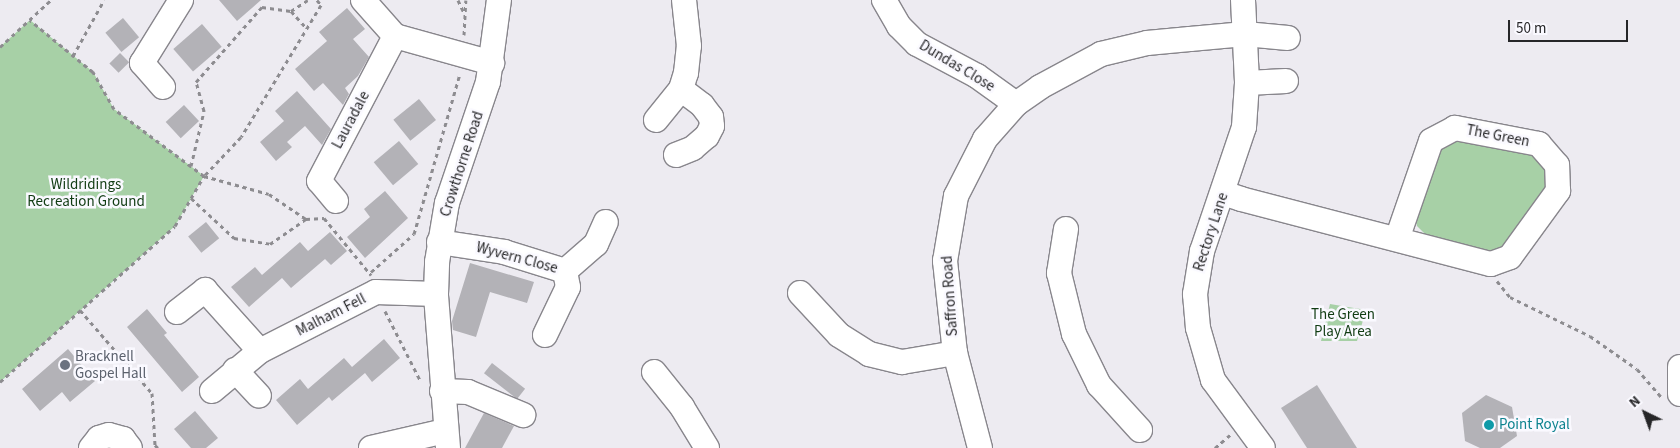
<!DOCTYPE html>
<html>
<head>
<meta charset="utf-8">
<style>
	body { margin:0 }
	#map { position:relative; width:1680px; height:448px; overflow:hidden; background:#edebf1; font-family:"Source Sans 3",sans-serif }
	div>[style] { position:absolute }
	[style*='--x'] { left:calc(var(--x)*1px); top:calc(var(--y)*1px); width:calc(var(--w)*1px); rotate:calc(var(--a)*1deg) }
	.green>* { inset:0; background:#a7d0a6 }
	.building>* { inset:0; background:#b3b2b7; transform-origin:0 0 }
	.path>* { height:3px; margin-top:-1.5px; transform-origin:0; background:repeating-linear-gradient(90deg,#8d8c90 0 4px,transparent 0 8px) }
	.roads { filter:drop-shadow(1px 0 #88868c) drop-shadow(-1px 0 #88868c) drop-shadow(0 1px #88868c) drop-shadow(0 -1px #88868c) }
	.minor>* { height:24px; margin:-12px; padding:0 12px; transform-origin:12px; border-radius:12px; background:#fff }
	.dots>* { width:14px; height:14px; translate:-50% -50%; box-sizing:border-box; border:2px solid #faf9ff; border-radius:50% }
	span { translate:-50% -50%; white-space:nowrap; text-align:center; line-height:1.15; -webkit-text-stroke:5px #faf9ff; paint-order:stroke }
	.street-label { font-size:15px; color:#262628 }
	.park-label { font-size:15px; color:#113c13 }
	.worship-label { font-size:15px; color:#5b616d }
	.left { translate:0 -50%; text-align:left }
	.culture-label { font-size:15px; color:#0d838f }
	.north { position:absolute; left:1620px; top:388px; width:50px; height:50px; -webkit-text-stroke:4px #faf9ff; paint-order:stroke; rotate:318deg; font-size:14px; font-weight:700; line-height:20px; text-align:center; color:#262628 }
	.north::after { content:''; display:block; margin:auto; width:18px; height:22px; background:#262628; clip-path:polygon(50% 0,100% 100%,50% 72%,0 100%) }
	.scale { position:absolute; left:1508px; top:20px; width:120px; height:22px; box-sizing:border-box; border:2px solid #262628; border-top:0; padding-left:6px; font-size:15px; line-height:18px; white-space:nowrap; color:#262628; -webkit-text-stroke:4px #faf9ff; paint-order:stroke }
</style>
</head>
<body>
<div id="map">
	<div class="green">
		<i style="clip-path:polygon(30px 20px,93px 72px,114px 109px,204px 176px,175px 226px,0 382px,0 47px)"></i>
		<i style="clip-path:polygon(1442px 138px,1539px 148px,1552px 184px,1508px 245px,1492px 255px,1430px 239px,1417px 226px,1415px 217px)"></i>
		<i style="clip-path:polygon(1330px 304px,1366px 310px,1357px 341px,1321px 341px)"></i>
	</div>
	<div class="building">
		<i style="clip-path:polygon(219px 0,261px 0,237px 21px)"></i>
		<i style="clip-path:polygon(347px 8px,365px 29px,353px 39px,369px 57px,358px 76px,345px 88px,349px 94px,343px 105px,323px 83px,314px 91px,295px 69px,327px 41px,319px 32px)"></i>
		<i style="left:123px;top:18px;width:25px;height:23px;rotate:50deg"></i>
		<i style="left:202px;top:24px;width:30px;height:38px;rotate:49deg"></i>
		<i style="left:120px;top:53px;width:13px;height:15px;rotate:45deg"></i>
		<i style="clip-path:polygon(297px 91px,331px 129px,322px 145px,305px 126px,287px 142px,292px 147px,276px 161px,260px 142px,284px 121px,275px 111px)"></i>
		<i style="left:419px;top:99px;width:27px;height:33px;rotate:51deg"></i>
		<i style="left:184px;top:105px;width:22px;height:25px;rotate:47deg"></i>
		<i style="left:399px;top:141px;width:30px;height:33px;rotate:50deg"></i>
		<i style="clip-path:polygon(385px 191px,408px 218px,365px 258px,347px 237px,370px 217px,364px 209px)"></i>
		<i style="left:206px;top:222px;width:21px;height:23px;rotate:51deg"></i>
		<i style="clip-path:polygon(330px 232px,347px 251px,331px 265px,325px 259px,291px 288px,282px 278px,249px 307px,231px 287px,255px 267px,262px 275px,300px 242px,308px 251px)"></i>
		<i style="clip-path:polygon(470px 263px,534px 282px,527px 303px,490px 292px,476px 337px,453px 330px,452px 321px)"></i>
		<i style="clip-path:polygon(147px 309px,167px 333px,164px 335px,199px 377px,182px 392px,127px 327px)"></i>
		<i style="clip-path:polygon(384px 339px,400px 358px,372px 382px,365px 373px,332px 401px,329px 397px,297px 425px,276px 400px,300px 379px,308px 389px,344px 358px,352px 367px)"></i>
		<i style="clip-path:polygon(68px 349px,95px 381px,70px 402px,62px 392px,40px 411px,22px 389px)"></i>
		<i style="left:492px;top:363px;width:42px;height:13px;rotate:38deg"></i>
		<i style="clip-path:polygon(1317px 385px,1357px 448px,1307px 448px,1281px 408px)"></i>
		<i style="clip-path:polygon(1486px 395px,1512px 407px,1517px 436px,1500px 448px,1480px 448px,1465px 441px,1462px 413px)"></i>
		<i style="clip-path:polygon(195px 411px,218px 438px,206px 448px,191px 448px,174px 429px)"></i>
		<i style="clip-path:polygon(484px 413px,514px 426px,502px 448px,465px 448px)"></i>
	</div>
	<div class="path">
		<i style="--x:317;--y:0;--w:6;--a:51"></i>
		<i style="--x:321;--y:5;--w:154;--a:121.2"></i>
		<i style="--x:241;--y:137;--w:54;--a:133.5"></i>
		<i style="--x:204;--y:176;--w:67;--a:15.5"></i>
		<i style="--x:269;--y:194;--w:45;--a:34"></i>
		<i style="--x:306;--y:219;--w:18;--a:-3"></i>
		<i style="--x:324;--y:218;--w:74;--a:50.5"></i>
		<i style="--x:458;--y:0;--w:14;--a:65"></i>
		<i style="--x:291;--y:11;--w:24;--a:48"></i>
		<i style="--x:464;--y:35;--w:35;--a:-87"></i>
		<i style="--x:0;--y:47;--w:69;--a:-42.7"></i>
		<i style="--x:73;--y:56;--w:64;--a:-61"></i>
		<i style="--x:191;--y:166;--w:57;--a:-76.7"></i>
		<i style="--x:204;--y:111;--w:30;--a:-105"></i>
		<i style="--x:196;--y:82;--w:100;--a:-48.7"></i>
		<i style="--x:262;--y:7;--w:29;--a:8"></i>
		<i style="--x:291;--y:11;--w:20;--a:-33"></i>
		<i style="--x:191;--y:198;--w:59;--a:42.9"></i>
		<i style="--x:234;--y:238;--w:36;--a:9"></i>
		<i style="--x:270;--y:244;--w:44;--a:-34.8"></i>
		<i style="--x:371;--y:272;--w:57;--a:-41.5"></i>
		<i style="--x:414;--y:234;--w:166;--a:-74"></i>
		<i style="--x:1497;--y:281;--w:21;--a:51"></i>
		<i style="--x:1510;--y:297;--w:89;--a:26"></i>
		<i style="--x:1590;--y:336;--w:57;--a:35.1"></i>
		<i style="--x:1637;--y:369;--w:37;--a:49"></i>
		<i style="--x:80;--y:310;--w:110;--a:49.1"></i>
		<i style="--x:152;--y:393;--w:52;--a:86.7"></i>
		<i style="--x:155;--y:445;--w:4;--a:45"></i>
		<i style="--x:385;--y:311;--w:77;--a:63.1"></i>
		<i style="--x:0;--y:382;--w:234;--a:-41.7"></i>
		<i style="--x:175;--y:226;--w:58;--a:-59.9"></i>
		<i style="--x:204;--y:176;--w:112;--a:-143.3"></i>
		<i style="--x:114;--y:109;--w:43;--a:-119.6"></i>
		<i style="--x:93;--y:72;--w:82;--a:-140.5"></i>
		<i style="--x:1215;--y:448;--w:20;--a:-41"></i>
	</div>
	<div class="roads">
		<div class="minor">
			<i style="--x:363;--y:0;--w:48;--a:48.4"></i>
			<i style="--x:395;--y:36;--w:101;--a:15.6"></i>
			<i style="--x:884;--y:0;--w:30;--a:60"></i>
			<i style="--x:899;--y:26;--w:25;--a:45"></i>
			<i style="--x:917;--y:44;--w:68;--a:28.1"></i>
			<i style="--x:977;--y:76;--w:48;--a:35.7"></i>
			<i style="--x:1243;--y:0;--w:83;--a:87.2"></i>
			<i style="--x:1247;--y:83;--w:44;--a:93.9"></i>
			<i style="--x:1244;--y:127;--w:131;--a:108.7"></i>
			<i style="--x:1202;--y:251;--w:44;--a:99.2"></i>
			<i style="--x:1195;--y:294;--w:34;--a:85"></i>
			<i style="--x:1198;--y:328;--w:54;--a:73.9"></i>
			<i style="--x:1213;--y:380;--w:84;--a:53.7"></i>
			<i style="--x:1247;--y:83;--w:39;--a:-3"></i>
			<i style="--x:163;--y:87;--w:32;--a:-131"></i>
			<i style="--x:142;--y:63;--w:74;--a:-58.2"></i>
			<i style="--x:656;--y:120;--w:40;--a:-51"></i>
			<i style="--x:681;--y:89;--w:17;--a:-73"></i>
			<i style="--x:686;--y:73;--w:27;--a:-84"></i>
			<i style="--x:689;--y:46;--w:46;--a:-96.2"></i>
			<i style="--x:676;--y:155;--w:18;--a:-22"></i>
			<i style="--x:693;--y:148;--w:18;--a:-41"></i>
			<i style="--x:707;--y:136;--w:11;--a:-63"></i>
			<i style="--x:712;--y:126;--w:9;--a:-96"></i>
			<i style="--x:711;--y:117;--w:15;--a:-127"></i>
			<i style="--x:702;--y:105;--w:26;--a:-143"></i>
			<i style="--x:1223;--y:193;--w:19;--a:18"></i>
			<i style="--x:1241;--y:199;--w:258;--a:14.6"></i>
			<i style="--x:1491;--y:264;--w:20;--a:-20"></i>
			<i style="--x:1510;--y:257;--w:82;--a:-54"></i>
			<i style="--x:1558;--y:191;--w:26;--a:-92"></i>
			<i style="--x:1557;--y:165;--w:28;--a:-131"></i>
			<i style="--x:1539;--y:144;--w:86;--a:-169.2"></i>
			<i style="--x:1455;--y:128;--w:27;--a:152"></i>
			<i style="--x:1431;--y:141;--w:104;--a:109.1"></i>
			<i style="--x:336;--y:201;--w:26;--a:-130"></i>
			<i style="--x:319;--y:181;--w:164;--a:-62.3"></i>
			<i style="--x:1066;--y:229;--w:45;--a:99"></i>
			<i style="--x:1059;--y:273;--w:63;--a:76.2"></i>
			<i style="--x:1074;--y:334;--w:57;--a:63.9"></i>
			<i style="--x:1099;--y:385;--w:61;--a:47.7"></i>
			<i style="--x:439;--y:242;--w:66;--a:8.7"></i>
			<i style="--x:504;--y:252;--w:64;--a:17.3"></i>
			<i style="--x:565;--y:271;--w:41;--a:-41.1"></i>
			<i style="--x:596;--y:244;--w:24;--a:-66"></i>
			<i style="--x:800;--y:293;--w:57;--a:47.1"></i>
			<i style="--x:839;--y:335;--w:36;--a:32"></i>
			<i style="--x:869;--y:354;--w:34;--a:14"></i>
			<i style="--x:902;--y:362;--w:54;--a:-9.6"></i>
			<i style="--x:177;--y:312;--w:36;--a:-38"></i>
			<i style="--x:205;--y:290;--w:82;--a:48"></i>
			<i style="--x:545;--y:335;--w:53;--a:-64.4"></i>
			<i style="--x:568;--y:287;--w:16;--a:-101"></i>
			<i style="--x:1680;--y:367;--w:27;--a:90"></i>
			<i style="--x:235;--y:370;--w:35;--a:47"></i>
			<i style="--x:654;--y:372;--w:45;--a:51.3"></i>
			<i style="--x:682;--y:407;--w:48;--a:58.6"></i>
			<i style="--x:212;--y:391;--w:62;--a:-39.8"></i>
			<i style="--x:260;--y:351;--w:130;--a:-27"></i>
			<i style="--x:376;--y:292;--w:60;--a:1.9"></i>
			<i style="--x:442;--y:391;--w:26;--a:2"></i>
			<i style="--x:468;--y:392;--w:60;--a:22.7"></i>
			<i style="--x:91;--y:448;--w:13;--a:-51"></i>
			<i style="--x:99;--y:438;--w:10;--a:-17"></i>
			<i style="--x:109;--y:435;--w:15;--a:16"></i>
			<i style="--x:123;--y:439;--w:11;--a:52"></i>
			<i style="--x:371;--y:448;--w:76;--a:-12.9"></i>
			<i style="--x:448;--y:448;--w:154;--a:-94.5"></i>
			<i style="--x:436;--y:294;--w:32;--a:-88"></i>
			<i style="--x:437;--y:262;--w:60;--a:-80.4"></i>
			<i style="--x:447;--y:203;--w:128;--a:-71.3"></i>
			<i style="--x:488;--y:82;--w:83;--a:-82.4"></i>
			<i style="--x:980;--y:448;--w:98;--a:-104.7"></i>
			<i style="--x:955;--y:353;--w:93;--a:-96.2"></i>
			<i style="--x:945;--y:261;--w:66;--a:-80.4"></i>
			<i style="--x:956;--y:196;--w:64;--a:-63"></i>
			<i style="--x:985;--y:139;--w:47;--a:-48.5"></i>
			<i style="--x:1016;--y:104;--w:29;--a:-35"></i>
			<i style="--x:1040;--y:87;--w:69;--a:-28.4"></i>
			<i style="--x:1101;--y:54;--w:47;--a:-13.4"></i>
			<i style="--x:1147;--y:43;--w:43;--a:-5.3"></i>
			<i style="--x:1190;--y:39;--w:55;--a:-5.2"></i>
			<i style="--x:1245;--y:34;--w:43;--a:5.3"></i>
		</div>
	</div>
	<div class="dots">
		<i style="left:65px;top:365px;background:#6b7280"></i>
		<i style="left:1489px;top:425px;background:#0f9aa8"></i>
	</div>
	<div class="street-label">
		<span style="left:957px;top:66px;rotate:31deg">Dundas Close</span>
		<span style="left:351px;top:120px;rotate:-62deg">Lauradale</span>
		<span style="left:1498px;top:136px;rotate:11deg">The Green</span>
		<span style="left:462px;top:164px;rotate:-72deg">Crowthorne Road</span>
		<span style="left:1211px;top:232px;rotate:-72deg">Rectory Lane</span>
		<span style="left:517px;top:258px;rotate:15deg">Wyvern Close</span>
		<span style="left:950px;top:296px;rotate:-94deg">Saffron Road</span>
		<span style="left:331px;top:315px;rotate:-27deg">Malham Fell</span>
	</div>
	<div class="park-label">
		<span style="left:86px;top:193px">Wildridings<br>Recreation Ground</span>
		<span style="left:1343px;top:323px">The Green<br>Play Area</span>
	</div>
	<div class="worship-label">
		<span class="left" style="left:75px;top:365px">Bracknell<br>Gospel Hall</span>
	</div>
	<div class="culture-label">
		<span class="left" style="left:1499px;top:425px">Point Royal</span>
	</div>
	<div class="north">N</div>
	<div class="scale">50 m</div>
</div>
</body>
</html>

+++

**Directions for this task**
Output, exactly as written, only the lines from the beginning of the listing through the line containing "filter:drop-shadow(1px 0 #88868c)", both included, and no pictures.

**Answer to the exercise**
<!DOCTYPE html>
<html>
<head>
<meta charset="utf-8">
<style>
	body { margin:0 }
	#map { position:relative; width:1680px; height:448px; overflow:hidden; background:#edebf1; font-family:"Source Sans 3",sans-serif }
	div>[style] { position:absolute }
	[style*='--x'] { left:calc(var(--x)*1px); top:calc(var(--y)*1px); width:calc(var(--w)*1px); rotate:calc(var(--a)*1deg) }
	.green>* { inset:0; background:#a7d0a6 }
	.building>* { inset:0; background:#b3b2b7; transform-origin:0 0 }
	.path>* { height:3px; margin-top:-1.5px; transform-origin:0; background:repeating-linear-gradient(90deg,#8d8c90 0 4px,transparent 0 8px) }
	.roads { filter:drop-shadow(1px 0 #88868c) drop-shadow(-1px 0 #88868c) drop-shadow(0 1px #88868c) drop-shadow(0 -1px #88868c) }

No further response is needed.